Intervention de Cédric Perrin

Réunion du 12 mai 2015 à 21h45
Débat sur les conclusions de la commission d'enquête sur l'organisation et les moyens de la lutte contre les réseaux djihadistes en france et en europe

Photo de Cédric PerrinCédric Perrin :

Monsieur le président, monsieur le ministre, mes chers collègues, le rapport dont nous discutons aujourd’hui porte sur un sujet d’une exceptionnelle gravité, qui n’était peut-être par encore identifiée comme telle au moment de la création de la commission d’enquête en octobre 2014. À cette date, en effet, il était difficile de se douter de l’importance qu’allaient revêtir ces travaux. Même si beaucoup étaient inquiets, peu d’entre nous imaginaient qu’un événement tragique viendrait secouer la France, poussant notre pays à entrer en guerre contre le terrorisme, le fanatisme religieux et l’extrémisme, pour défendre notre démocratie contre les menaces pesant sur nos libertés.

Pourtant, dès le mois de juin 2014, deux sénateurs sonnaient l’alarme et écrivaient qu’il était « indispensable que la représentation nationale soit pleinement informée […] des filières qui permettent le recrutement de ces apprentis djihadistes » et qu’elle puisse mesurer leur influence au sein de nos établissements pénitentiaires. Leur intuition s’est révélée tragiquement bonne ! C’est pourquoi je veux saluer le travail important réalisé par la commission d’enquête, qui présente aujourd’hui un rapport plus précis de la situation et 110 propositions adoptées à l’unanimité, dois-je le rappeler ?
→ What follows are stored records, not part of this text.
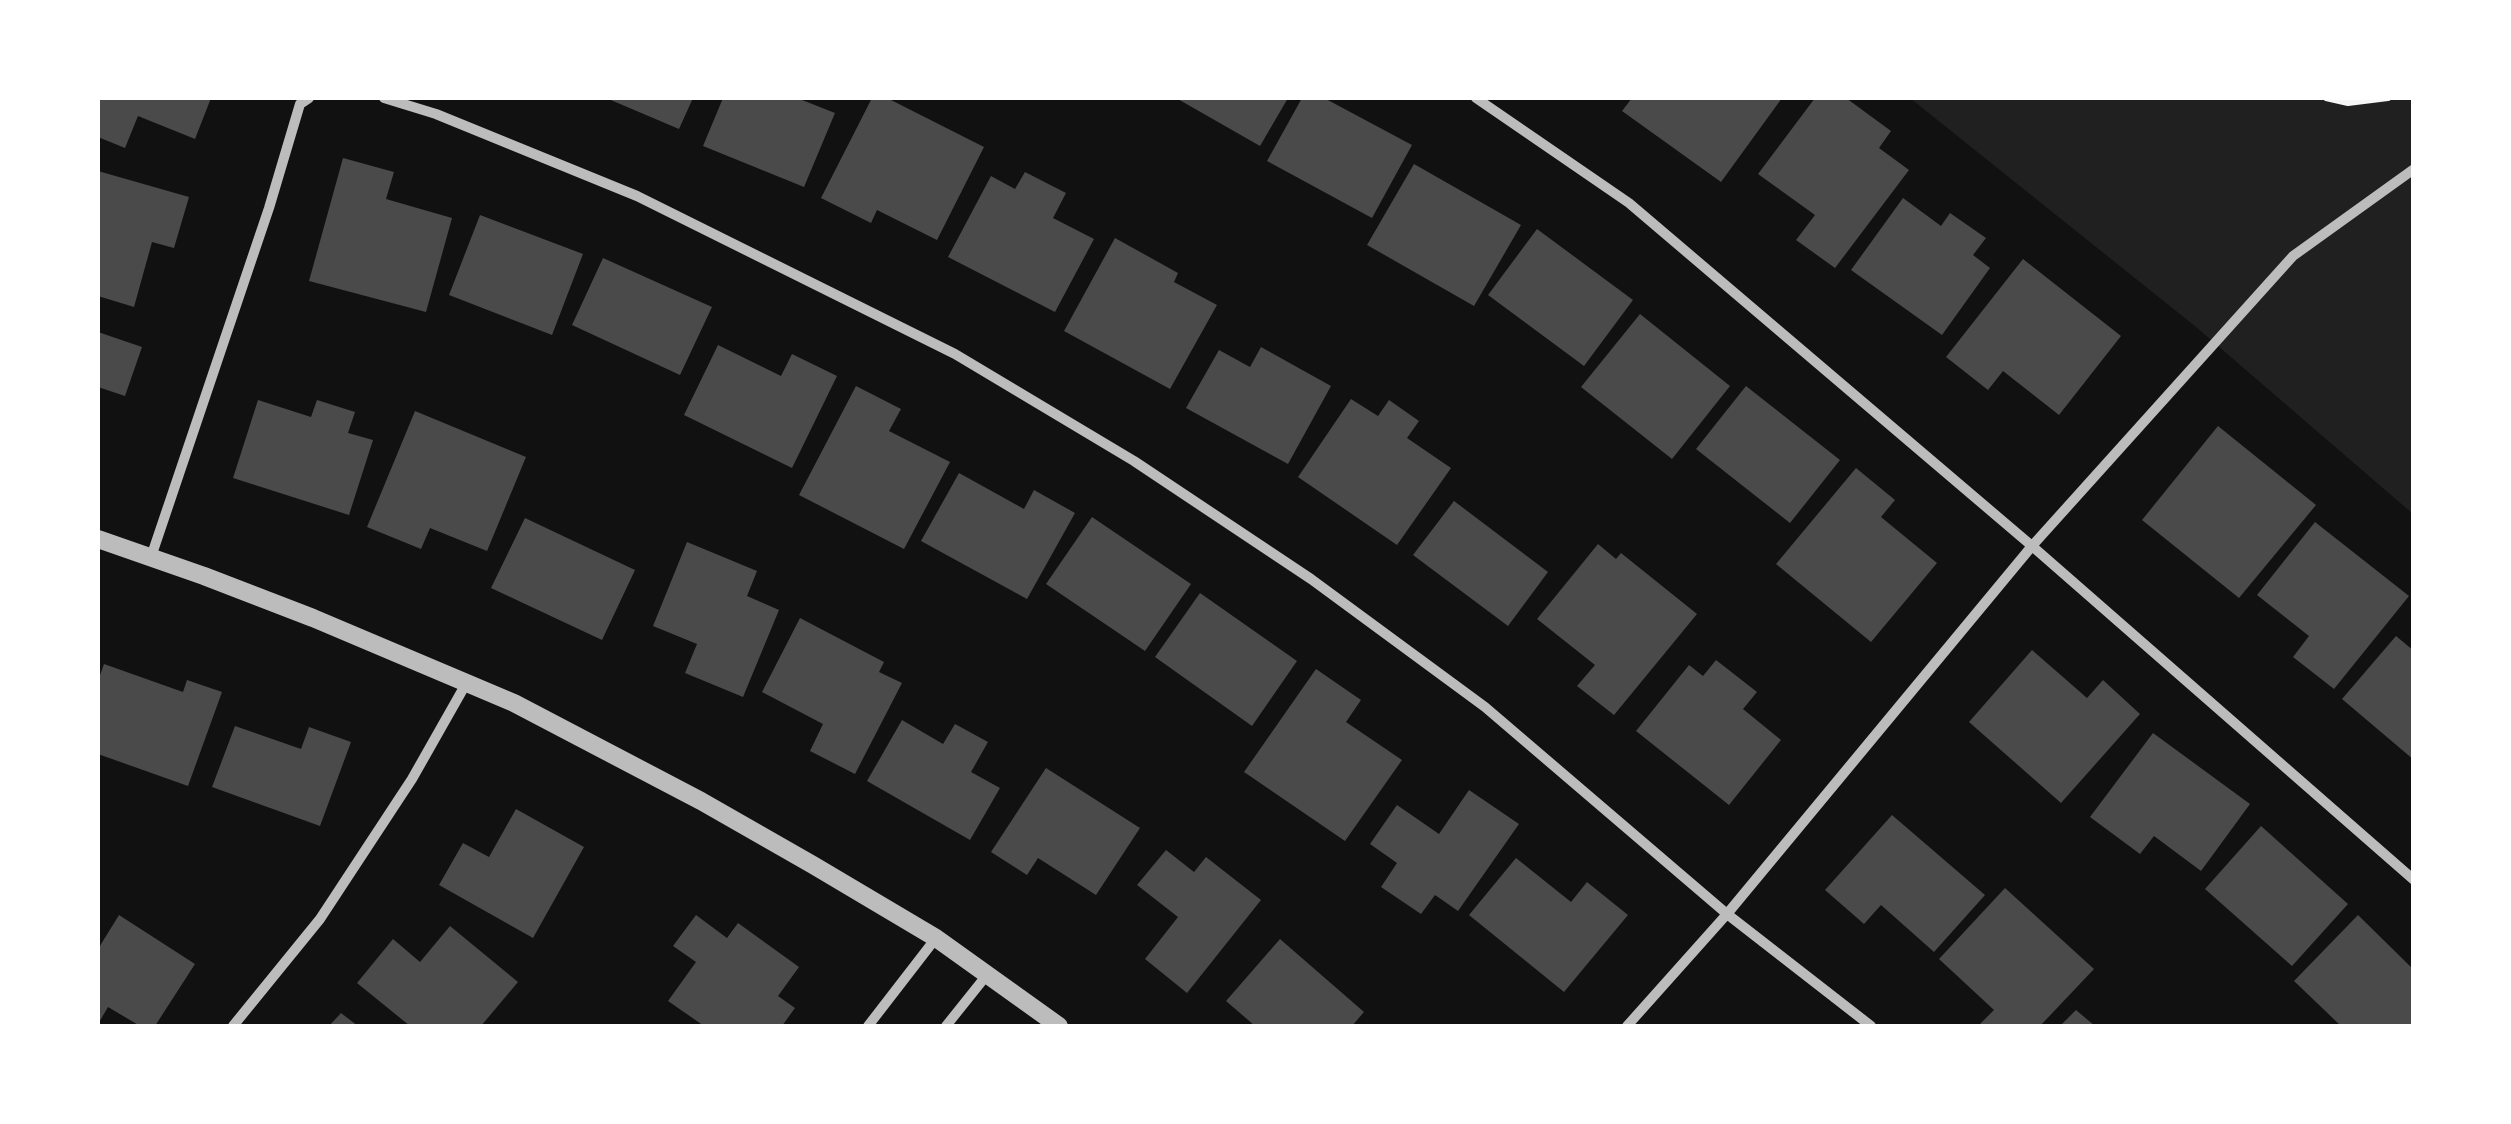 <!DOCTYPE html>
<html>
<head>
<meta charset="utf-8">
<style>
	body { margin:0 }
	#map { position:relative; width:2511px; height:1124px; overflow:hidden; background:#111; font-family:"Zilla Slab",serif }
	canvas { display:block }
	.frame { position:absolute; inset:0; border:100px solid #fff; pointer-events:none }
</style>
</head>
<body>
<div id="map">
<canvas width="2511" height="1124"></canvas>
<div class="frame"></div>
</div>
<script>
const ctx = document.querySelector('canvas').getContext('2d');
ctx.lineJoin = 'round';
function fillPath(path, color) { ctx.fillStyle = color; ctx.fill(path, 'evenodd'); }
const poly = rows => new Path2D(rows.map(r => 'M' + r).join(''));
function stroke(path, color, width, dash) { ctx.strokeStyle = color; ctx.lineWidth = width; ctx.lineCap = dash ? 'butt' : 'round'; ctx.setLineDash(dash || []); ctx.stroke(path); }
fillPath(poly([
	[1910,98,2413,98,2413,514,2196,327]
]), '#202020');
fillPath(poly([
	[98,98,211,98,195,139,138,116,125,148,98,137],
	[606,98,693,98,679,129],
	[723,98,797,98,835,113,804,187,703,146],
	[872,98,887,98,984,147,937,240,877,210,871,223,821,198],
	[1176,98,1288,98,1260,146],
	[1302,98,1324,98,1412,145,1372,218,1267,161],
	[1632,98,1782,98,1721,182,1622,111],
	[1815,98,1846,98,1891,131,1879,148,1909,170,1835,268,1796,240,1815,215,1758,174],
	[343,158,394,172,386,199,452,218,426,312,309,281],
	[1414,164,1521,225,1474,306,1367,245],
	[98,171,189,197,174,248,152,242,134,307,98,296],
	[1025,172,1066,193,1053,218,1094,239,1055,312,948,257,991,176,1015,189],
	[1903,198,1941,226,1950,213,1986,238,1973,255,1990,268,1942,335,1851,270],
	[480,215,583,254,552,335,449,295],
	[1537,229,1633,300,1584,366,1488,295],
	[1115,238,1178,273,1174,282,1217,305,1170,389,1064,331],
	[603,258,712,307,680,375,572,325],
	[2023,259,2121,336,2059,415,2003,371,1988,390,1946,357],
	[1640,314,1730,386,1672,459,1581,387],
	[98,332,142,347,125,396,98,387],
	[718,345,781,376,792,354,837,376,792,468,684,415],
	[1261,347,1331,386,1288,464,1186,408,1219,350,1250,367],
	[856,386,901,409,889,431,950,462,904,549,799,495],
	[1746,386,1840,460,1790,523,1696,449],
	[1351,399,1378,416,1389,400,1419,421,1407,438,1451,468,1397,545,1298,477],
	[258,400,311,417,317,400,355,412,348,433,373,440,349,515,233,478],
	[415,411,526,457,487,551,430,528,421,549,367,527],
	[2218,426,2316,505,2239,598,2142,520],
	[1856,468,1895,500,1881,517,1937,563,1871,642,1776,564],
	[959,473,1024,509,1034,490,1075,513,1027,599,921,541],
	[1454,501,1548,572,1508,626,1413,555],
	[1092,517,1191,584,1145,651,1046,584],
	[525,518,635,570,602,640,491,588],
	[2315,522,2409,596,2334,689,2293,657,2309,636,2257,595],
	[687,542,757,571,747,596,779,610,743,697,685,673,697,644,653,626],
	[1598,544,1616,559,1621,553,1697,614,1614,715,1577,686,1595,665,1537,619],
	[1200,593,1297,661,1252,726,1155,657],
	[800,618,884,662,879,672,902,683,855,774,810,751,823,724,762,692],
	[2396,636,2414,651,2414,760,2342,699],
	[2032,650,2087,698,2103,680,2140,714,2061,803,1969,722],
	[1716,660,1757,692,1743,709,1781,740,1729,805,1636,731,1689,665,1703,676],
	[104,664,183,692,187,680,222,692,188,786,98,754,98,681],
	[1316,669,1361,700,1346,722,1402,760,1345,841,1244,772],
	[902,720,943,744,955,724,988,742,971,772,1000,788,970,840,867,781],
	[235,726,301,749,309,727,351,742,320,826,212,787],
	[2153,733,2250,804,2201,871,2154,836,2140,854,2090,817],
	[1046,768,1140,828,1096,895,1038,858,1027,875,991,852],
	[1469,790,1519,824,1458,911,1435,895,1421,914,1381,887,1397,863,1370,844,1397,805,1439,834],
	[516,809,584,847,533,938,439,885,463,843,489,857],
	[1892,815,1985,895,1934,952,1881,905,1864,924,1825,890],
	[2261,826,2348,904,2292,966,2205,889],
	[1166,850,1194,872,1206,857,1261,900,1187,993,1145,959,1178,917,1137,885],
	[1516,858,1571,902,1587,882,1628,915,1564,992,1469,915],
	[2005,888,2094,969,2040,1026,1978,1026,1994,1010,1939,959],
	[119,915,195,964,155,1026,140,1026,108,1007,98,1024,98,949],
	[696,915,727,938,738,923,799,967,778,996,795,1008,782,1026,704,1026,668,1001,696,962,673,946],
	[2358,915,2414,970,2412,1026,2341,1026,2294,981],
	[450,926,518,982,481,1026,410,1026,357,983,393,939,420,962],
	[1280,939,1364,1012,1352,1026,1255,1026,1226,1001],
	[2076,1010,2095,1026,2060,1026],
	[341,1013,358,1026,329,1026]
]), '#4a4a4a');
stroke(poly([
	[2326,98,2348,103,2388,98]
]), '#f5f5f5', 6);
stroke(poly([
	[384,98,436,114,637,196,955,354,1134,461,1311,579,1485,707,1727,914,1871,1026],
	[1476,98,1629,203,2032,546,2414,880],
	[151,557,269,208,300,104,309,98],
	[233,1026,320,919,412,779,467,682],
	[868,1026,936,938],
	[946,1026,986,976],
	[1627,1026,1727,914,2032,546,2293,256,2414,169]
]), '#bcbcbc', 10);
stroke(poly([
	[98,539,204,576,313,618,514,703,701,801,813,865,936,938,1059,1026]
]), '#bcbcbc', 18);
</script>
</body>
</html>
Avant d’en venir aux propositions formulées par la commission d’enquête, un chiffre mérite d’être rappelé, celui du nombre de textes législatifs examinés par le Parlement ces dix dernières années. J’ai recensé pas moins de six textes visant à étoffer le cadre pénal ou à donner aux services de police ou de renseignement des moyens d’action plus efficace contre le terrorisme, sans compter les réformes relatives aux services de renseignement.

Nous ne pouvons donc nier la réalité : malgré la qualité de nos services de renseignement et de police, leurs limites, tant humaines que techniques, ont été atteintes. La commission d’enquête l’a d’ailleurs mis en évidence sans détour. Nous devons donc nous mobiliser pour que ces propositions viennent pallier nos difficultés, alors même que le pouvoir d’attraction des organisations terroristes ne cesse d’augmenter. Ces propositions doivent être appliquées avec fermeté, sans se préoccuper des minorités agissantes.

En janvier dernier, dans cet hémicycle, j’affirmais que la démocratie se défendait distraitement. Depuis lors, rien n’a changé dans les comportements. Au contraire, les leçons des événements de janvier semblent déjà oubliées par un certain nombre d’organisations bien pensantes.

Certaines propositions peuvent nous surprendre non pas par leur caractère innovant, mais au contraire par leur bon sens, ce qui nous oblige à nous interroger sur les raisons pour lesquelles elles ne sont pas encore mises en place sur notre territoire. Ainsi, je pense à la proposition n° 110, qui préconise d’enregistrer dans un fichier les personnes condamnées pour des actes de terrorisme, sur le modèle des dispositifs existant en matière d’infractions sexuelles. Un tel fichier, dont l’intérêt est incontestable, n’existe pourtant toujours pas. C’est aussi le cas de la proposition n° 4 sur l’échange d’informations entre les maires et les cellules de veille préfectorales ou encore de la proposition n° 29 sur l’accès aux fichiers de police et de justice pour les services de renseignement. Ces pratiques relèvent à l’évidence du bon sens.

La proposition n° 58, quant à elle, tend à instaurer des contrôles systématiques aux frontières de l’espace Schengen. C’est bien le minimum que l’on puisse mettre en œuvre pour atteindre nos objectifs...

Enfin, je pense surtout à la proposition n° 73, qui préconise l’adoption, « le plus rapidement possible » de la directive européenne sur le PNR, le rapport ajoutant qu’il s’agit là d’un « outil essentiel dans le domaine de la prévention du terrorisme ».

Que de temps perdu depuis l’affaire Merah et le drame qui a frappé l’école juive à Toulouse et les militaires à Montauban en 2012 ! Que de temps perdu depuis qu’un rapport d’information relatif aux premiers systèmes d’exploitation de grande ampleur des données des dossiers passagers, dits PNR, a été examiné à l’Assemblée nationale ! Que de temps perdu, surtout, depuis les attentats du 11 septembre 2001 ! Le PNR voyait alors le jour, et les États-Unis exigeaient de disposer des données relatives aux passagers décollant ou atterrissant sur leur territoire.

Pourtant, par la voix de l’actuel président de la République, l’opposition de l’époque refusait catégoriquement l’hypothèse, et même le débat.